Operationalizing Machine-Learning Models

All of the machine-learning models presented so far in this series were written in Python. Models don’t have to be written in Python, but many are, thanks in part to the numerous world-class Python libraries that are available, including Pandas and Scikit-learn. ML models written in Python are easily consumed in Python apps. Calling them from other languages such as C++, Java, and C# requires a little more work. You can’t simply call a Python function from C++ as if it were a C++ function. So how do you invoke models written in Python from apps written in other languages? Put another way, how do you operationalize Python models such that they are usable in any app and any programming language?

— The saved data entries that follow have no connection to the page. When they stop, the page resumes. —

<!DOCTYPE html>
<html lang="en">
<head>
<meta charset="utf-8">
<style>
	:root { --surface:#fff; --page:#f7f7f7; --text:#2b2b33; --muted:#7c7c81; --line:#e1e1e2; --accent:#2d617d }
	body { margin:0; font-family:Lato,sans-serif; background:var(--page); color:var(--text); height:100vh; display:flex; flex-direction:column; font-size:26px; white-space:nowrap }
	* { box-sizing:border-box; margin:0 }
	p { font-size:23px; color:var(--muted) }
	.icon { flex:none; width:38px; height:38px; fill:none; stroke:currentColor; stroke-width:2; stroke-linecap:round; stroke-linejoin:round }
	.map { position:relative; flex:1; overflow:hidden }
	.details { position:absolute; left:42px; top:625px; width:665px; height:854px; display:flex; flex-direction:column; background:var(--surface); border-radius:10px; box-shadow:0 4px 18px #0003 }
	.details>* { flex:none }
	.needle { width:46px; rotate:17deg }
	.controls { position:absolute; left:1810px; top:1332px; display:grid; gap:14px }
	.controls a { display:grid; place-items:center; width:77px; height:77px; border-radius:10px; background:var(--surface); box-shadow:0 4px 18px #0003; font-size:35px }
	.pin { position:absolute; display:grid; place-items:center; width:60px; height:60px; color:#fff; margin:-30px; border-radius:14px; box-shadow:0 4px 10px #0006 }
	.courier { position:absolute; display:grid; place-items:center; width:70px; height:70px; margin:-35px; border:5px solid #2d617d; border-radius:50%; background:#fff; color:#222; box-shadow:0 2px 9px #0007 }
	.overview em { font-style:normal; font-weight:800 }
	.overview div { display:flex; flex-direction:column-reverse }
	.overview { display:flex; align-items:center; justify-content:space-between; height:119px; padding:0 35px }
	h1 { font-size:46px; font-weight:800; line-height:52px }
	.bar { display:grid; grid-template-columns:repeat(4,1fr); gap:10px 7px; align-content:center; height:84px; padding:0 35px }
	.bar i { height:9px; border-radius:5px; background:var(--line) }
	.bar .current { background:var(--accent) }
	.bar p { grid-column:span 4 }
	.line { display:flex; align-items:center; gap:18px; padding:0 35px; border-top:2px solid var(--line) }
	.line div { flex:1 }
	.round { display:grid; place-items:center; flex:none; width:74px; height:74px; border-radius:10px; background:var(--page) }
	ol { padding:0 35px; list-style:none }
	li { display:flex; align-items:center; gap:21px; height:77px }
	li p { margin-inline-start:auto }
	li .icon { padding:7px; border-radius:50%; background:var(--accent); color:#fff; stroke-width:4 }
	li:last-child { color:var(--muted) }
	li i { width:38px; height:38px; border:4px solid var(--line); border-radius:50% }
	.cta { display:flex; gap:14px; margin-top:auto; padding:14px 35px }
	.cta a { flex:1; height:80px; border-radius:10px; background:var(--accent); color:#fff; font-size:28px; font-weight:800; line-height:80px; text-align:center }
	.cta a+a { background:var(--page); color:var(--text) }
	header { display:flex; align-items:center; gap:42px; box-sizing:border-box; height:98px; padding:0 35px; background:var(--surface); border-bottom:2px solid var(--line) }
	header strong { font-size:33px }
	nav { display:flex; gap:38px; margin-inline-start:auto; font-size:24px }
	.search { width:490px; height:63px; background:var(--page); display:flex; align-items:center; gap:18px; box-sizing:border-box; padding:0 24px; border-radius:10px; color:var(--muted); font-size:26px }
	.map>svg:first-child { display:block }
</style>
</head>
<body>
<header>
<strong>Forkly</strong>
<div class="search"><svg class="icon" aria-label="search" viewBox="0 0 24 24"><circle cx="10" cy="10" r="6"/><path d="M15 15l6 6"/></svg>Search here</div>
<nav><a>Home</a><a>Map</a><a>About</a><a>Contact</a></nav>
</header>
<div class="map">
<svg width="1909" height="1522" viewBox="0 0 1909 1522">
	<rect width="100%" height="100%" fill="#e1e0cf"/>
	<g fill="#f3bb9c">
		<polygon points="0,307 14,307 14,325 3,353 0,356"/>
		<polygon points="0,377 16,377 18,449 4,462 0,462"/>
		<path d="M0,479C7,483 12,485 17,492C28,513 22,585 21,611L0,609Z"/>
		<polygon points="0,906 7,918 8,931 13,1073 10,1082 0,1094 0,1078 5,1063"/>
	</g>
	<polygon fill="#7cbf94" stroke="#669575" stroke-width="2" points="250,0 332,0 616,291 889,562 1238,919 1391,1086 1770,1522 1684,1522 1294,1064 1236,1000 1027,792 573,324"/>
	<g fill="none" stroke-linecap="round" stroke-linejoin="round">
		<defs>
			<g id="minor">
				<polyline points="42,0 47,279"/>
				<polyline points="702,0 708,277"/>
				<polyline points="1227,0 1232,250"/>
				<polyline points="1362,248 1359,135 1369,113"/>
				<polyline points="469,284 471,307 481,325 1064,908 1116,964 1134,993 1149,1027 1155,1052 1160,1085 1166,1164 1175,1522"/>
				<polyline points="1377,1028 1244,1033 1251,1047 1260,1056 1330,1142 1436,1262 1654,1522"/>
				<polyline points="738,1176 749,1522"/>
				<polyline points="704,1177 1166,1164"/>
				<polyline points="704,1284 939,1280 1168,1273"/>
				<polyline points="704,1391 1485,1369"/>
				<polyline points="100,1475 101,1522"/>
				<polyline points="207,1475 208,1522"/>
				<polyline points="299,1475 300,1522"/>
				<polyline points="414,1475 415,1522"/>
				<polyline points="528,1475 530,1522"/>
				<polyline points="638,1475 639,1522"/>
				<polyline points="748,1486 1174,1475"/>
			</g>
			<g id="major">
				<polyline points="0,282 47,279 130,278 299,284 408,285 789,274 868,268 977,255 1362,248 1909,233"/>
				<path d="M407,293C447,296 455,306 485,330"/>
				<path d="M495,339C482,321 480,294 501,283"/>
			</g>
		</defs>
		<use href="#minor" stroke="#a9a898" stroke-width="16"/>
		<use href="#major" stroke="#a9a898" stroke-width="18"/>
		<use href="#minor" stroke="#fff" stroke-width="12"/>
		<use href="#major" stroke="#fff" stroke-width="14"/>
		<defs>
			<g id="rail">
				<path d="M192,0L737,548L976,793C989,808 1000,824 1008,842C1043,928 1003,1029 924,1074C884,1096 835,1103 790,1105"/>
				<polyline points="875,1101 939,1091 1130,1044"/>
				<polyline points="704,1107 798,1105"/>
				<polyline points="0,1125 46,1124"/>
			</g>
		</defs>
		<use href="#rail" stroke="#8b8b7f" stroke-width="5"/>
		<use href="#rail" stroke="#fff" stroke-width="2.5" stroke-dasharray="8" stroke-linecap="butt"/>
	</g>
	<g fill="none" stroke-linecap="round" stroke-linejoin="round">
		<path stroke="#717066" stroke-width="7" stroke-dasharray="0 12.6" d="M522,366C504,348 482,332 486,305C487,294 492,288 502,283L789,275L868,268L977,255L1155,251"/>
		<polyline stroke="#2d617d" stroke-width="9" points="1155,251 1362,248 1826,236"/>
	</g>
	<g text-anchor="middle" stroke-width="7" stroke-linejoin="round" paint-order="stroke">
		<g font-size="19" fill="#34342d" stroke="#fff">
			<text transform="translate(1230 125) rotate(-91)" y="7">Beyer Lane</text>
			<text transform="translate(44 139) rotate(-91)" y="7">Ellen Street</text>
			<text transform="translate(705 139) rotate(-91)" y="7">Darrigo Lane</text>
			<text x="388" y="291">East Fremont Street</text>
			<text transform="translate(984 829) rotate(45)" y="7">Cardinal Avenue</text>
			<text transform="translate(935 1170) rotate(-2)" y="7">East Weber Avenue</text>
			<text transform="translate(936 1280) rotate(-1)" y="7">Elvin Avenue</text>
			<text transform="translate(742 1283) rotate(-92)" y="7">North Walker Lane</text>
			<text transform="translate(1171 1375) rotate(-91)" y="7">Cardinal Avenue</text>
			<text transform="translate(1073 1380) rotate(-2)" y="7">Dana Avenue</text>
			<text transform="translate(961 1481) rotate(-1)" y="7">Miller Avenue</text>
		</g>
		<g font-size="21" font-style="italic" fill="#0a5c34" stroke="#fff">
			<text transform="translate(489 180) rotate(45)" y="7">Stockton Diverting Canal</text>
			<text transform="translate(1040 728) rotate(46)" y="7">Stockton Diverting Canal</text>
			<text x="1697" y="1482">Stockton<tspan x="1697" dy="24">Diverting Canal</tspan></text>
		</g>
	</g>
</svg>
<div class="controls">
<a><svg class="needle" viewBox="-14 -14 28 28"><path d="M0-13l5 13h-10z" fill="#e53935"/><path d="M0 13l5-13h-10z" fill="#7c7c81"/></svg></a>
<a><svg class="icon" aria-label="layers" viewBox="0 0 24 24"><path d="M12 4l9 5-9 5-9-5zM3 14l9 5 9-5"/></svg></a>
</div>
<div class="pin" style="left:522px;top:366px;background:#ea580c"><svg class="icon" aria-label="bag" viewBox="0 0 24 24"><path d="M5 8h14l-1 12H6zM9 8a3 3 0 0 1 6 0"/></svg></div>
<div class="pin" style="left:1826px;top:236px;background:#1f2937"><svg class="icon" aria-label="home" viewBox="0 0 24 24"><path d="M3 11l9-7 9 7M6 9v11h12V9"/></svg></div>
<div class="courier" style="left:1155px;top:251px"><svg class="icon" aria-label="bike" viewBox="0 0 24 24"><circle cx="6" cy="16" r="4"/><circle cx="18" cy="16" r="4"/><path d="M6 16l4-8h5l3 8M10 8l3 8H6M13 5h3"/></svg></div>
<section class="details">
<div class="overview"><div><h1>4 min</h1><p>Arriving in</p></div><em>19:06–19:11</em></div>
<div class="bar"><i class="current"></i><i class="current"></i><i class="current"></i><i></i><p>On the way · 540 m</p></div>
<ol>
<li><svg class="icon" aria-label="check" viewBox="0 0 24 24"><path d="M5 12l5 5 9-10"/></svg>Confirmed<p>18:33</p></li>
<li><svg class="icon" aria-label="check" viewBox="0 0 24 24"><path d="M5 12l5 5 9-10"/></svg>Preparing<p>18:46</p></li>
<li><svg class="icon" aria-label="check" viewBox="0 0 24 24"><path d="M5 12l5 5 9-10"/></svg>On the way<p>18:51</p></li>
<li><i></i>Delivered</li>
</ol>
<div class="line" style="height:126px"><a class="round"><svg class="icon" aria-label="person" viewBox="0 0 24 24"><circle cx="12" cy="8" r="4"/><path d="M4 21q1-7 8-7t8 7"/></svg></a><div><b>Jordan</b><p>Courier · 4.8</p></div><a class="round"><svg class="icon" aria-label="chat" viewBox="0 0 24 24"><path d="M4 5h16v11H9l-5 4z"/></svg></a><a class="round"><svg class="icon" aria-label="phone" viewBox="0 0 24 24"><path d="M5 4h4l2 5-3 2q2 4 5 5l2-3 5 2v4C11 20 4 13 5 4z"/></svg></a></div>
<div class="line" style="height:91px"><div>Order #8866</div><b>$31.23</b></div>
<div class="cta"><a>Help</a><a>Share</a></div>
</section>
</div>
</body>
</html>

The middle block in the diagram below shows one strategy: wrap the model in a Web service and expose its functionality through a REST API. Then any client that can generate an HTTP(S) request can invoke the model. It’s relatively easy to do with Python frameworks such as Flask. The service can be hosted locally or in the cloud, and it can even be containerized for easy deployment.

In this post, I’ll walk you through three scenarios:

How to invoke a Python model from a Python client
How to invoke a Python model from a non-Python client
How to containerize Python models for easy deployment

In my next post, I’ll address the rightmost block in the diagram above by demonstrating how to build and consume machine-learning models in C#. If the client is written in C# and the model is, too, then you can invoke the model directly from the client without any middleware in between.

Consuming a Python Model from a Python Client

To first order, invoking a Python model from a Python client is simple: just call predict on the model. Of course, you don’t want to have to retrain the model every time you use it. You want to train it once, and then empower the client to recreate the model in its trained state. For that, Python programmers use the Python pickle module.

To demonstrate, the following code trains the Titanic model featured in my post on binary classification and uses it to predict the odds that a 30-year-old female passenger traveling in first class will survive the voyage:

import pandas as pd
from sklearn.linear_model import LogisticRegression
import pickle

df = pd.read_csv('Data/titanic.csv')
df = df.drop(['PassengerId', 'Name', 'Ticket', 'Cabin', 'Embarked', 'Fare', 'Parch', 'SibSp'], axis=1)
df = pd.get_dummies(df, columns=['Sex', 'Pclass'])
df.dropna(inplace=True)

x = df.drop('Survived', axis=1)
y = df['Survived']

model = LogisticRegression(random_state=0)
model.fit(x, y)

probability = model.predict_proba([[30, 1, 0, 1, 0, 0]])[0][1]
print(f'Probability of survival: {probability:.1%}')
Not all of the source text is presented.